DAVID MITCHELL: I’m in a hotel in San Diego. It’s a very beautiful blue outside, lovely and warm. I’m only about 45 minutes from Mexico, but I have not yet encountered any Mexican clichés. No drug-cartel action as yet.

WALLACE: Yet. [laughs] No, I’m sure you’ll be safe and sound there. But let’s dive in off that board. Power—whether in the employ of a cartel, or a vampiric cult in Edo-era Japan, as the case may be—seems to be the fundamental currency of your many worlds. The terror that it produces in those less powerful is very often the animating force for your protagonists, and the inevitable corruption of, or indulgence in, or the wickedness with which they deploy power in those more possessing of it, seems to create the tension of this unified Mitchell-verse. Where does that come from? Do you have an abiding fascination with power, or is its primacy just some truism about our human nature?

MITCHELL: It might be a truism but that doesn’t necessarily mean it’s not worth thinking about or talking about. We’re all interested in power. The moment some kid in the schoolyard tells you what to do, you find yourself coerced into obeying. It might be teachers, and then bosses, or even power exchanges that go on within a marriage. Isn’t to be alive to be either prey or preyed upon, to some degree, metaphorically, all the time? This is where we live, like a fish lives in water. It is one of those elemental themes that come with life.

WALLACE: One of the takeaways from your treatment of it—your exploding of it, the way that you place the bullying of a schoolboy next to Colonialism—is that those exertions of power are revealed to be more of a difference of degree than of a kind.

MITCHELL: That makes complete sense, yeah. The archetypal relationship between the prey and the preyed-upon is pretty identical in whatever manifestation it takes. Of course the textures, accents, and the skin tones, and the consequences for challenging that power differ. But there is something really archetypal and fundamental about it.

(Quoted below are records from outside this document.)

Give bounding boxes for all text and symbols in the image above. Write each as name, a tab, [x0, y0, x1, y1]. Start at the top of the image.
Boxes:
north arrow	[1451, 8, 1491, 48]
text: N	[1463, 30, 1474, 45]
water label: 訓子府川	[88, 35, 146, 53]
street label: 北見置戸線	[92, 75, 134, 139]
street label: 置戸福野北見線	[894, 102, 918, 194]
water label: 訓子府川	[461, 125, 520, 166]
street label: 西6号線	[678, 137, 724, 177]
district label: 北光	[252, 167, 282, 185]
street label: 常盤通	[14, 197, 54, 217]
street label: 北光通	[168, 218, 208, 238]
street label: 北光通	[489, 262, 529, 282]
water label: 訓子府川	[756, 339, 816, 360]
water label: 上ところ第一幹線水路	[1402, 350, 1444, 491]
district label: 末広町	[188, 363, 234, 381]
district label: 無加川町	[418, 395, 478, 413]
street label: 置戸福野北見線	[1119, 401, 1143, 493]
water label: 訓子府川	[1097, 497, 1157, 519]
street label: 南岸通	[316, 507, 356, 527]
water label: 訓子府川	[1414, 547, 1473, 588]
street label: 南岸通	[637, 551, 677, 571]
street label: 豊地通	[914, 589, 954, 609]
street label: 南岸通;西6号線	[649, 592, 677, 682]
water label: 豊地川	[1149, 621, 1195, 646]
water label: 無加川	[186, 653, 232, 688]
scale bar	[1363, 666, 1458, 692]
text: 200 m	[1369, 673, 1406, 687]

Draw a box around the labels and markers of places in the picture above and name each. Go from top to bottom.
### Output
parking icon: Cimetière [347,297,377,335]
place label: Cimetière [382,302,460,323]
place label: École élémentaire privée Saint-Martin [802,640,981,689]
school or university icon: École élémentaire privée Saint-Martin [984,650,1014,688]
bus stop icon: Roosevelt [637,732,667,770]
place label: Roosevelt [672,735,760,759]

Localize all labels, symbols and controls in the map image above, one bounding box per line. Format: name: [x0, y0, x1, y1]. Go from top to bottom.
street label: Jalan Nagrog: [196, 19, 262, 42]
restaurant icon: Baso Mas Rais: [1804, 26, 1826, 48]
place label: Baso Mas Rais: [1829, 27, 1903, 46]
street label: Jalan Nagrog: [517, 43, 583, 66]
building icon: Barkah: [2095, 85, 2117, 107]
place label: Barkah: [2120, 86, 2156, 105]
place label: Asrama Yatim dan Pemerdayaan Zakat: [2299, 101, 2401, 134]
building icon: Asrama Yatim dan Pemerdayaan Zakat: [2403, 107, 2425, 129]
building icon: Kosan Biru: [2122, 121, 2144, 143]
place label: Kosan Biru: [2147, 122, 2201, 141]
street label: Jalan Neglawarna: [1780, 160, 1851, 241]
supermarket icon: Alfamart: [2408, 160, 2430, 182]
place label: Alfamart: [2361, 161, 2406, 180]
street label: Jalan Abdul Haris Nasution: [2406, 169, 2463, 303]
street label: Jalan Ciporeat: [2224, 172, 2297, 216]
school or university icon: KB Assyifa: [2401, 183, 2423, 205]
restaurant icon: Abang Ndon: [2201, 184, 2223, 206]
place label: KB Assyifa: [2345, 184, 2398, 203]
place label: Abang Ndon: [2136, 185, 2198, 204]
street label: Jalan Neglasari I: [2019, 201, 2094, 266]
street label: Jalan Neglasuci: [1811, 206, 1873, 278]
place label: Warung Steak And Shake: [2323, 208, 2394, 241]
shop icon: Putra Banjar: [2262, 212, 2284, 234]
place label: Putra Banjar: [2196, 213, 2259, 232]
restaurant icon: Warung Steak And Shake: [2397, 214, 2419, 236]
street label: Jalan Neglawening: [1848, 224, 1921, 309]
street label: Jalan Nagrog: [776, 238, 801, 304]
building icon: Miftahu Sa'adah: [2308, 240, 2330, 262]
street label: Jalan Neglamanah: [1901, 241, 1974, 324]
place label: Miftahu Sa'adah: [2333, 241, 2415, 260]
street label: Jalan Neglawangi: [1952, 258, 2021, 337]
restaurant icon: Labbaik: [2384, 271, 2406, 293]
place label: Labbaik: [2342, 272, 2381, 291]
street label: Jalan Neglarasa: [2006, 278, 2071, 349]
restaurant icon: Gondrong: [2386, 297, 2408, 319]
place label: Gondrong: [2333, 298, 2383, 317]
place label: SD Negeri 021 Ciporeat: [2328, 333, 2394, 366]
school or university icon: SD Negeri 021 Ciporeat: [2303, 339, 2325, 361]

WALLACE: You seem to have this zoomed-out vision—not just of the globe, but also across millennia, with this almost anthropological eye. And, through that lens, we do fit into the animal kingdom, and are thus obviously subject to the same laws of dominance and survival. But, even if you view this system with a wry eye, all of your protagonists become heroes, when they do, because they are able to achieve some quantum of power. They are able to defeat the bully on the bully’s own turf.

MITCHELL: I liked what you say about the anthropologist’s eye, and I’d like to think that I think like an anthropologist. But perhaps in the context of what you’re saying about different species, maybe I have one anthropologist’s eye and one a zoologist’s eye—that would be an interesting face to pull. [Wallace laughs] But, regarding heroism being needed and then achieved by those who choose not be a victim any longer—does not that feel like your own life?

WALLACE: [pauses] I’m not sure. I do think that is the way that we understand ourselves in relation to power…

MITCHELL: I suppose so—that to be alive is to be subject to other peoples’ terms a lot of the time. Even if you obey the law, you are modifying your behavior according to terms that are not dictated by you.

WALLACE: Speaking of which: in our era, where we’re all taught to humanize the villains and empathize with our characters, you do have out-and-out baddies. You do have Don Johns in your books.

MITCHELL: Who are you thinking of, sir?

WALLACE: [laughs] The abbot in Jacob de Zoet, for example.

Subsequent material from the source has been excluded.